BEGIN

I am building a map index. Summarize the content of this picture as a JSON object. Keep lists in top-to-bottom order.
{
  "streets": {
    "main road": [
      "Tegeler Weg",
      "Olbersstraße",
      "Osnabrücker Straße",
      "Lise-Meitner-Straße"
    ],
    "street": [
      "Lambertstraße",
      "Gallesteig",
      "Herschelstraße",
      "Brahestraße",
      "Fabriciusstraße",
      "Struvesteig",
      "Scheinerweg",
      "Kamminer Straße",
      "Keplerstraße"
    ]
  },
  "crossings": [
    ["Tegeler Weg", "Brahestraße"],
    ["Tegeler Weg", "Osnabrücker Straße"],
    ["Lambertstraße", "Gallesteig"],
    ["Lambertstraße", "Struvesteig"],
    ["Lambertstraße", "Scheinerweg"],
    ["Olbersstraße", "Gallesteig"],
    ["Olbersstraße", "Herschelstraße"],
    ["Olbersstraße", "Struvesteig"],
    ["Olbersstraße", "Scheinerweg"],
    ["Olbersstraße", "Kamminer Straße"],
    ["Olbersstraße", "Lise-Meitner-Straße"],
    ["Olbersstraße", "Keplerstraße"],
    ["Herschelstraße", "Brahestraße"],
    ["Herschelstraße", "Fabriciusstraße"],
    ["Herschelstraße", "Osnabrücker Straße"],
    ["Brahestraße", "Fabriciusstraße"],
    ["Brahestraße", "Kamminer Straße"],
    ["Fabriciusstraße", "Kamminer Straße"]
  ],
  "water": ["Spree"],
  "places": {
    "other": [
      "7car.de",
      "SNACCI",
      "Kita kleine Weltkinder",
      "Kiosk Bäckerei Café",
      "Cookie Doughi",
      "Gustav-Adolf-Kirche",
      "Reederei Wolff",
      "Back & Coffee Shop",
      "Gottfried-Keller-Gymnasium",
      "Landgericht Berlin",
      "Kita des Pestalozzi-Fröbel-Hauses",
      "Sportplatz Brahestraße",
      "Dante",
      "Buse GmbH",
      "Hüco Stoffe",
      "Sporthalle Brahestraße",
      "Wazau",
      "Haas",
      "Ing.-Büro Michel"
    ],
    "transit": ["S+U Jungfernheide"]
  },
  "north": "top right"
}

END

:: Task statement ::
Across the entries above, how many lines carry the word "Brahestraße"? Write only the number.

:: Answer below ::
7